I hardly know where to start. And perhaps I shouldn't. I DID glance at your code. I WILL NOT review it. The FIRST and most obvious issue is that you DO NOT declare the function return value type. This is douoble compounded by setting the function value to DIFFERENT data types, depending on where the value is &quot;set&quot;. I noted three such places in a 15 second 'glance'.

The only other advice I can offer is not re 'your' code, but to either hire a 'real' programmer, or to take procedures from places like Tek-Tips which DO WORK, and modify them MINIMALLY to your needs.
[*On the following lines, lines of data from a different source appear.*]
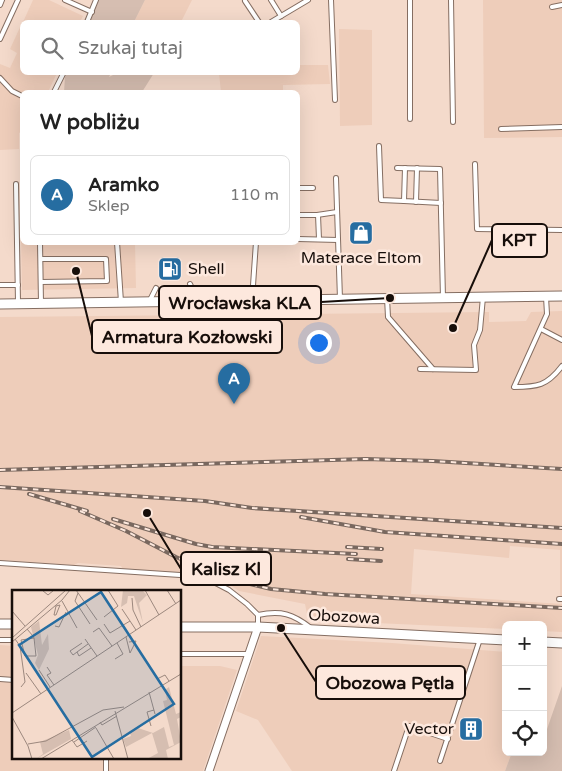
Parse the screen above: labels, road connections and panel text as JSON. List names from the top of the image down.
{
  "streets": {
    "street": ["Obozowa"]
  },
  "places": {
    "shop": ["Materace Eltom"],
    "fuel station": ["Shell"],
    "other": [
      "Armatura Kozłowski",
      "Wrocławska KLA",
      "KPT",
      "Kalisz Kl",
      "Obozowa Pętla"
    ],
    "building": ["Vector"]
  },
  "page": {
    "search": "Szukaj tutaj",
    "heading": "W pobliżu",
    "list": [
      {
        "mark": "A",
        "name": "Aramko",
        "note": "Sklep",
        "value": "110 m"
      }
    ],
    "pins": "A",
    "map_buttons": ["+", "−"]
  }
}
I do not mean to be 'harsh', but I need to use my time more in the line of obtaining gainful employment. I do offer some help on Tek-Tips, but this is limited to efforts where I can do so quickly, such as posting routines which I already have (or can modify in just a few minutes), or to just point out an item for others to consider.

MichaelRed
m.red@att.net

There is never time to do it right but there is always time to do it over

 

[Lavey]

Michael,

Thx for your input, no offence taken! Any ideas are a route to investigate! I've only been writing code for about 6 months (I guess it shows!), I have written a quick adhoc to convert to double and it works - now I'll take a look at the bulk of this code and start over

I'm sure with the knowlegde you have it's not gonna take you long to get employemt (gainful !), your posts here are more than appreciated by us 'newbies'.

Thx!!

 

[jamiec1]

thanks ..
i will give that a go